Mais il est vrai qu’il faudrait étudier de près la façon dont la baisse à long terme de la demande de tabac agira dans l’avenir sur l’offre de produits du tabac. Cela permettrait d’identifier les collectivités et les pays susceptibles d’éprouver des inquiétudes légitimes quant à leur vulnérabilité. On pourrait ainsi dégager les différentes solutions à envisager pour atténuer d’éventuelles difficultés au cours des prochaines décennies. Ces travaux sont en cours – et font actuellement l’objet d’une collaboration entre la FAO, la Banque mondiale, le Département de l’Agriculture des Etats-Unis, le Centre de Recherches pour le Développement international du Canada, l’Agence suédoise pour le Développement international et l’OMS.

Au cours des auditions, plusieurs sociétés productrices de tabac ont indiqué que leur politique de commercialisation est en train d’évoluer – vers une « attitude plus modérée ». Certaines se sont dites désireuses d’entamer un « dialogue raisonnable » et disposées à rechercher « des solutions pratiques et réalistes ». De l’avis de l’OMS, les gouvernements doivent se montrer circonspects s’agissant de savoir ce que cela signifie en pratique. Il est un fait réel fondamental que nous devons tous garder présent à l’esprit – le tabac reste le seul produit de consommation licite qui tue la moitié de ceux qui le consomment régulièrement.

Sur la base des éléments dont on dispose, le point de vue de l’OMS est qu’il existe quatre moyens d’atténuer les effets nocifs du tabac sur la santé. Le premier est de dissuader les jeunes et les non-fumeurs de commencer à fumer. Le second est d’encourager les fumeurs à s’arrêter et de les soutenir dans leur résolution. Le troisième est de faire en sorte que les non-fumeurs, et notamment les bébés à naître, ne soient plus exposés à la fumée de tabac. Enfin, le quatrième est de diminuer les concentrations de constituants nocifs dans les produits du tabac.

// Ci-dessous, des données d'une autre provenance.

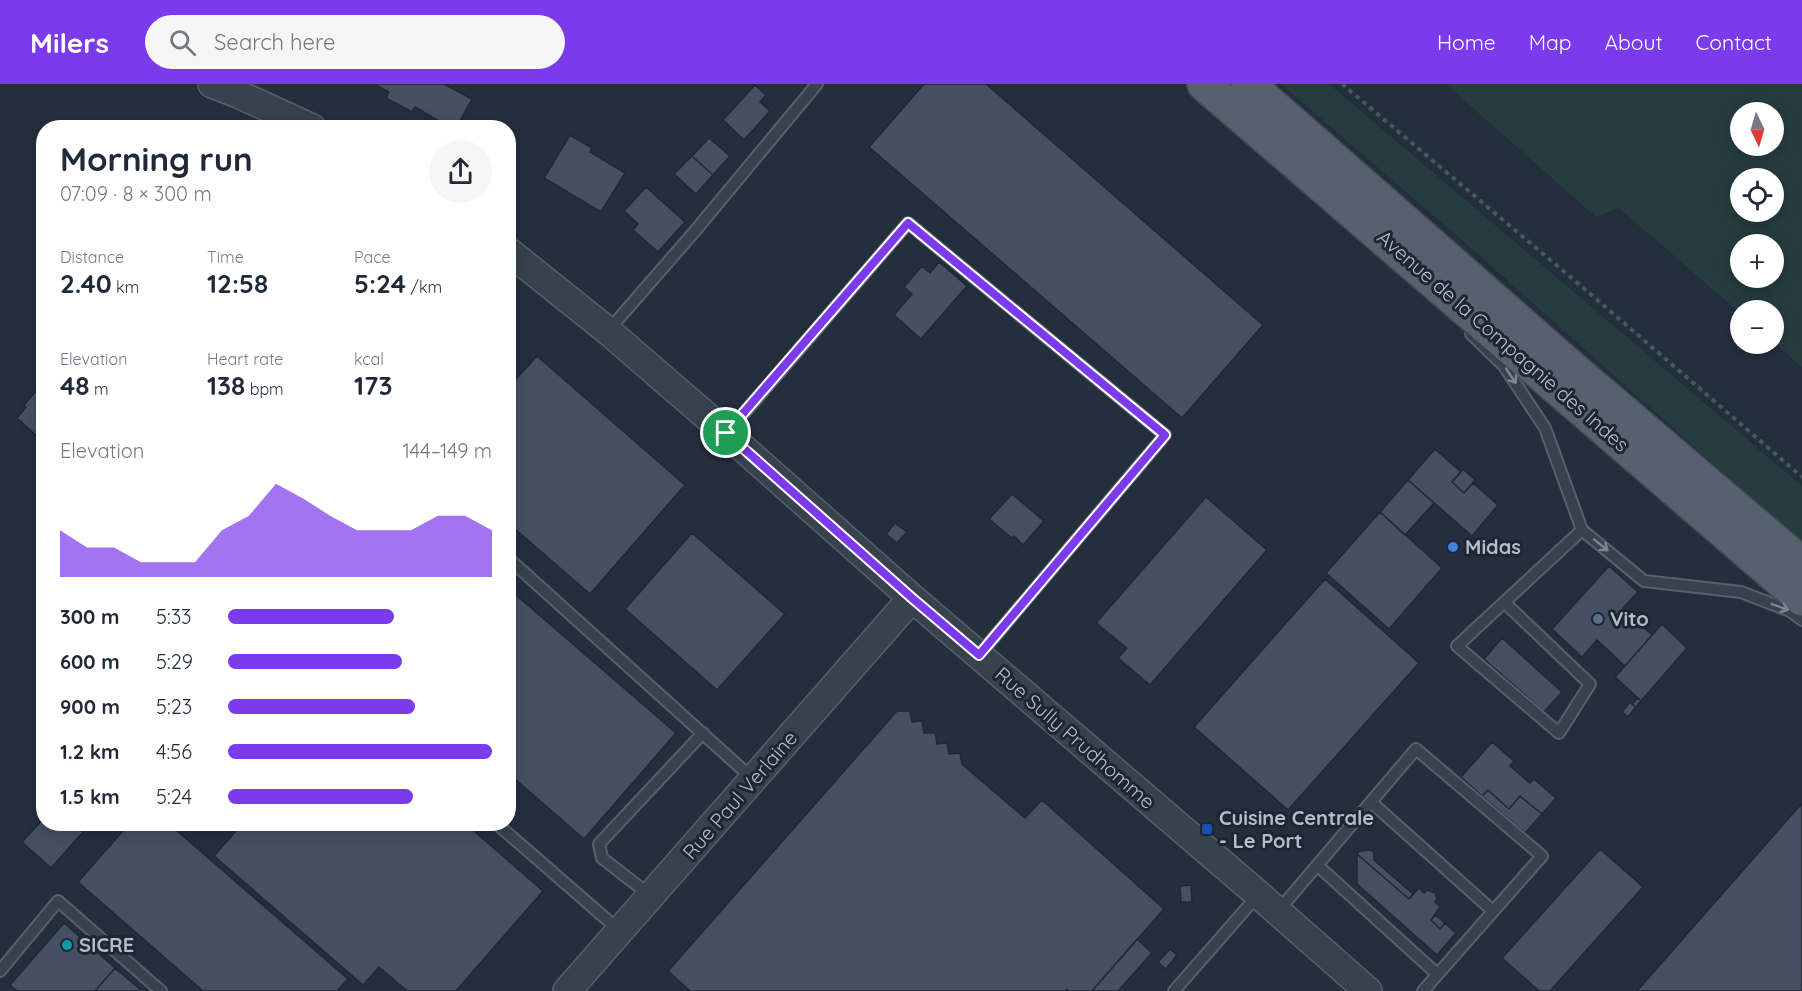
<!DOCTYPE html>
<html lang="en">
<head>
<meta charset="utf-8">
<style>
	:root { --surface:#fff; --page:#f6f6f7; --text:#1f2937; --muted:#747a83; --accent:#7c3aed }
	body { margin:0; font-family:Quicksand,sans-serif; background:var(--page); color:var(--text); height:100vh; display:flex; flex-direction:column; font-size:22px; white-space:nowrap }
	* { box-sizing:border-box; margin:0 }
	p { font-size:20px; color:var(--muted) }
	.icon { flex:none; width:33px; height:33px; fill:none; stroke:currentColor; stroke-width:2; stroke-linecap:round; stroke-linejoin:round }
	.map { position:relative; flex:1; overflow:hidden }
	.sheet { position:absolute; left:36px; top:36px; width:480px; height:711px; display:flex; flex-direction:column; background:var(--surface); border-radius:24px; box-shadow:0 3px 15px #0003 }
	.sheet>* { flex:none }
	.needle { width:39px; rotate:175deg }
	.tools { position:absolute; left:1730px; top:18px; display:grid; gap:12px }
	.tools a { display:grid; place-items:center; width:54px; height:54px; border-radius:50%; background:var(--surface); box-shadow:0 3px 15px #0003; font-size:30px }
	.pin { position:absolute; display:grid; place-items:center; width:51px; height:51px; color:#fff; margin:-26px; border:3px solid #fff; border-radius:50%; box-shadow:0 2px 6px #0007 }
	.round { display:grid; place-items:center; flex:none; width:63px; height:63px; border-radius:32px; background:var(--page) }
	.overview { display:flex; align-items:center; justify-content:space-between; height:102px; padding:0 24px }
	h1 { font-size:33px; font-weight:800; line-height:45px }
	.stats { display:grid; grid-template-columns:repeat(3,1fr); gap:9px; height:102px; padding:6px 24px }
	.stats div { display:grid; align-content:center }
	.stats b { font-size:26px; font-weight:800 }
	.stats small { font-size:16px; font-weight:400 }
	.stats p { font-size:16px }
	.chart { height:168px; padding:12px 24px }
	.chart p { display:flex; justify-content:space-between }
	.chart svg { width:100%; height:108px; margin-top:6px; fill:var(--accent); opacity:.7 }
	ul { padding:0 24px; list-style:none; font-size:20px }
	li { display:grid; grid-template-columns:96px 72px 1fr; align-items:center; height:45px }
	li i { height:15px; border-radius:8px; background:var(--accent) }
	header { display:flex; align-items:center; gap:36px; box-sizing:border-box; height:84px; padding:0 30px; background:var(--accent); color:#fff }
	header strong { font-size:28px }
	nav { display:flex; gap:33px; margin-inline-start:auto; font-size:21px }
	.search { width:420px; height:54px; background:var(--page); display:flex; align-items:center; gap:15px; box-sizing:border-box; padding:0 21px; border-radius:33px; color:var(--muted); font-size:22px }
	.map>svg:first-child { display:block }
	.green { fill:#263c3f; fill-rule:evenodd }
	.building { fill:#455162; stroke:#1f2835; stroke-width:1.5 }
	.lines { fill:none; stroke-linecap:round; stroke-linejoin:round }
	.service-casing { stroke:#565f6c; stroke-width:14 }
	.tertiary-casing { stroke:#565f6c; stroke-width:30 }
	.primary-casing { stroke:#414a57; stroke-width:36 }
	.path { stroke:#44595c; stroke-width:4; stroke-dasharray:4.5 4.5; stroke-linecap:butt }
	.service { stroke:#38414e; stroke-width:10 }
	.tertiary { stroke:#38414e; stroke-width:27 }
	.primary { stroke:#56606e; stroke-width:33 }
	.oneway { stroke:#7c8592 }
	.route-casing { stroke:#fff; stroke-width:12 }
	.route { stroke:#7c3aed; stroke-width:8 }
	.shop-dot { fill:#3f7fe0; stroke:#1d2633; stroke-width:2 }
	.service-dot { fill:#5c6f8a; stroke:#1d2633; stroke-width:2 }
	.transit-dot { fill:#1a4fb4; stroke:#1d2633; stroke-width:2 }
	.culture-dot { fill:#0f9aa8; stroke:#1d2633; stroke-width:2 }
	.labels { text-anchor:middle; stroke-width:6; stroke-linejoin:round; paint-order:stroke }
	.street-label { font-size:20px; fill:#b4bcc9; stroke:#1d2633 }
	.poi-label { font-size:20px; font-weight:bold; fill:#b4bcc9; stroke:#1d2633; text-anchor:start }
</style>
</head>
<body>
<header>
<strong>Milers</strong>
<div class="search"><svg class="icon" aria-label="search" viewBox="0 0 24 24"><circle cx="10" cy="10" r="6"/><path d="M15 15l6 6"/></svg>Search here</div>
<nav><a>Home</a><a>Map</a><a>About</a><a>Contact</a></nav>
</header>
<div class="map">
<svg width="1802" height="907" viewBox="0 0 1802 907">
	<rect width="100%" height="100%" fill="#242f3e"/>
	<path class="green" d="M1281 0H1329L1802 402V459L1471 164Z
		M1446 0H1802V283L1773 258V226H1740V229L1619 124 1596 133ZM1773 28V62H1740V28ZM1740 94H1773V128H1740ZM1773 160V194H1740V160Z"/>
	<path class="building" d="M374 0H444L472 15 456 44H451L415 23 412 28 386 14 389 8Z
		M924 0H986L1263 241 1182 334 869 63Z
		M755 1 766 11 760 18 770 27 744 56 723 36Z
		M570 51 592 64 590 68 625 89 601 128 544 94Z
		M709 54 730 72 713 91 692 72Z
		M692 72 713 91 696 110 674 90Z
		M646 103 685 138 658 168 633 146 638 140 624 127Z
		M939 178 967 202 921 255 894 231 912 210 904 203 922 182 930 189Z
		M537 272 685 401 590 510 508 439V304Z
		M42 300 44 350 39 354 17 334 26 323 24 321Z
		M1435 365 1461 388 1452 398 1464 409 1473 399 1498 421 1472 452 1408 396Z
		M1463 385 1475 396 1464 409 1452 398Z
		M1408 396 1434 419 1405 451 1380 428Z
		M1012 410 1044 437 1023 461 1014 452 1012 454 989 435Z
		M1206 413 1267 466 1150 601 1118 574 1127 564 1096 539Z
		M1380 428 1442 484 1389 545 1326 489Z
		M895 439 907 448 897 459 886 450Z
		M692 449 785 530 717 606 625 525Z
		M1609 482 1638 508 1623 524 1652 551 1625 582 1597 556 1582 573 1552 545Z
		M1325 495 1419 579 1288 726 1194 643Z
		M508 504 676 649 584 755 508 689Z
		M1662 540 1687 564 1641 617 1615 593Z
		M1502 554 1562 608 1544 628 1484 575Z
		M1638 614 1641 617 1636 623 1632 620Z
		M1630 618 1636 623 1628 633 1622 628Z
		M897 627H910L912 638 922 637 924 649H935L937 660 947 659 949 670 960 669 962 680 1025 734 1042 716 1164 825 1092 907H1069L1067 905 1066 907H690L668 887Z
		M1492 658 1514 677 1510 682 1530 699 1534 695 1556 714 1542 730 1520 712 1509 725 1488 706 1482 712 1461 693Z
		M1488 706 1509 725 1520 712 1542 730 1525 749 1482 712Z
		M1802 719V907H1637Z
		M44 734V740H73L83 748 51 784 22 758Z
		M129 740H169L348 895 337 907H203L78 798Z
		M242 740H466L543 807 456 907H407L379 883 363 901 214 772Z
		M1600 765 1643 803 1550 907H1539L1502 874Z
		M1370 766 1374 768V776L1413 810 1409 815 1357 770 1359 767Z
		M1357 770 1409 815 1419 804 1424 809 1427 806 1435 809 1437 814 1435 818 1440 823 1431 836 1440 845 1445 839 1456 849 1437 871 1357 800Z
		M1191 801 1192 818H1181L1180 802Z
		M1435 831 1445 839 1440 845 1431 836Z
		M64 839 115 884 95 907H17L10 901Z
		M1137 855 1152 869 1118 907H1092Z
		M1170 865 1177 871 1166 885 1158 878Z
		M115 884 142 907H95Z"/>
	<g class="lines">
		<defs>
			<path id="service" d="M608 247 695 147 817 0
				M1471 250 1504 282 1545 344 1582 446 1644 497 1741 508 1790 527 1802 536
				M727 349 908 139 1165 351 979 571
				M508 474 753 695
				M1504 518 1590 600 1559 649 1457 562 1582 446
				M1371 718 1493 827
				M497 740 620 847
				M1317 781 1437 890
				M651 812 602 774 599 760 703 649
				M1279 826 1416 665 1542 772 1423 907
				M0 887 58 817 161 907
				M1174 907 1258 811"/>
			<path id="tertiary" d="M212 0 238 10 312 44
				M508 167 608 247 726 349 912 514 1259 811 1368 907
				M567 907 912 514"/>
			<path id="primary" d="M1204 0 1802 515
				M1248 0 1572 284 1802 480"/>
		</defs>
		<use href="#service" class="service-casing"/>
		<use href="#tertiary" class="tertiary-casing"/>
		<use href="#primary" class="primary-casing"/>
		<path class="path" d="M1342 0 1587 207 1802 393"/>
		<use href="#service" class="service"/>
		<use href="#tertiary" class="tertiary"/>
		<use href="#primary" class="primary"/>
	</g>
	<defs><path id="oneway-shaft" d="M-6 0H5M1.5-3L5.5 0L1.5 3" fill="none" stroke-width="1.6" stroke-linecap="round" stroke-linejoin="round" transform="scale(1.5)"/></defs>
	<g class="oneway">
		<use href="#oneway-shaft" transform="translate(1511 292) rotate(56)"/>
		<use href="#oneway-shaft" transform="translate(1601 461) rotate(39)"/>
		<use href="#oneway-shaft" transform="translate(1780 523) rotate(21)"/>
	</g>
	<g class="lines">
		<defs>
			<path id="route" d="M908 139 1165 351 979 571 912 514 726 349Z"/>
		</defs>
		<use href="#route" class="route-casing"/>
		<use href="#route" class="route"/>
	</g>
	<circle class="shop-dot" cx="1453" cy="463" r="6"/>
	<circle class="service-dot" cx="1598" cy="535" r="6"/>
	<rect class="transit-dot" x="1201" y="739" width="12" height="12" rx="3"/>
	<circle class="culture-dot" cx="67" cy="861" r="6"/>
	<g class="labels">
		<g class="street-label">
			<text transform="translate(1503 257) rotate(41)" y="7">Avenue de la Compagnie des Indes</text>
			<text transform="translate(1075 654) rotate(41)" y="7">Rue Sully Prudhomme</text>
			<text transform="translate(740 711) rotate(-49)" y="7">Rue Paul Verlaine</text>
		</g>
		<g class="poi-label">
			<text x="1465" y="470">Midas</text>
			<text x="1610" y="542">Vito</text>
			<text x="1219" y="741">Cuisine Centrale<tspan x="1219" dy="23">- Le Port</tspan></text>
			<text x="79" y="868">SICRE</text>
		</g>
	</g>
</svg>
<div class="tools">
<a><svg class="needle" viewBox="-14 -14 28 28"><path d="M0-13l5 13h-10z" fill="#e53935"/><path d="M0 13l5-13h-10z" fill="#747a83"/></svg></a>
<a><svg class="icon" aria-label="locate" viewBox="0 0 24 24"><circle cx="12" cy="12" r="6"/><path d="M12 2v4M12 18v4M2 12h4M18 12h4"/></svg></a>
<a>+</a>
<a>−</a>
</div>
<div class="pin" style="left:726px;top:349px;background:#1e9e55"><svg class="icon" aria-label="arrive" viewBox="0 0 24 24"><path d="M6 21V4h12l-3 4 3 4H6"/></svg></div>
<section class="sheet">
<div class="overview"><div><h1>Morning run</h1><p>07:09 · 8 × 300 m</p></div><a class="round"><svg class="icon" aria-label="share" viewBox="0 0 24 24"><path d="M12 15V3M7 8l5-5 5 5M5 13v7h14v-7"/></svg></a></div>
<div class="stats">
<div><p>Distance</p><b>2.40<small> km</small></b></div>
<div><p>Time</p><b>12:58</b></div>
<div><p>Pace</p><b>5:24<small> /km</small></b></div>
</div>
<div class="stats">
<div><p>Elevation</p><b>48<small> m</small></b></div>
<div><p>Heart rate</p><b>138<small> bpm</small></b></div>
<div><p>kcal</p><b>173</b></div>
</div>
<div class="chart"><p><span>Elevation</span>144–149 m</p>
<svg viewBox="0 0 160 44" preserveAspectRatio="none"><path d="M0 44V25L10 32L20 32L30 38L40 38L50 38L60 25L70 19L80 6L90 12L100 19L110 25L120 25L130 25L140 19L150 19L160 25V44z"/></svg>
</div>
<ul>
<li><b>300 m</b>5:33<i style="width:63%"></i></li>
<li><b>600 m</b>5:29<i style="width:66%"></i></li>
<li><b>900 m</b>5:23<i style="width:71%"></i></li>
<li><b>1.2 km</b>4:56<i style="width:100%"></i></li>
<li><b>1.5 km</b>5:24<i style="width:70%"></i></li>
</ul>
</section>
</div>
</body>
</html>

L’OMS soutient les politiques d’ensemble visant à mettre en oeuvre efficacement ces quatre approches. Les mesures prises pour donner effet aux trois premières ont déjà permis de faire progresser la santé dans de nombreux pays. Modifier les produits et tenter de mettre au point ce que les sociétés productrices de tabac appellent des produits « moins nocifs » risque de n’avoir d’effets qu’après un certain temps et – ainsi que le reconnaissent les grandes sociétés productrices de tabac – il n’existe toujours pas de cigarettes sans danger.

Il ressort de nos analyses que la position de l’OMS et de la plupart des Etats Membres est radicalement différente de celle des sociétés productrices de tabac. Pour sa part, l’OMS réclame instamment la mise en oeuvre immédiate des mesures dont il est notoire qu’elles ont pour effet durable de réduire le tabagisme. Nous souhaitons que cela soit fait sans ingérence de la part des sociétés productrices de tabac. Or, il semble que celles-ci vont continuer à faire obstacle aux mesures propres à diminuer réellement le nombre des fumeurs et des nouveaux fumeurs. Leurs interventions donnent à penser qu’à long terme, elles s’efforceront de réduire les effets nocifs de leurs produits.

En dépit des inquiétudes que nous inspirent ces prises de position manifestement contraires aux nôtres, nous sommes résolus à entendre comment les sociétés productrices de tabac se proposent de diminuer les effets nocifs de leurs produits. Notre Comité consultatif scientifique est chargé de proposer un cadre de réglementation approprié pour les produits du tabac tant à l’échelon national qu’international. Nous avons invité des chercheurs travaillant pour les sociétés productrices de tabac à donner tout à l’heure au Comité leur avis concernant la modification des produits.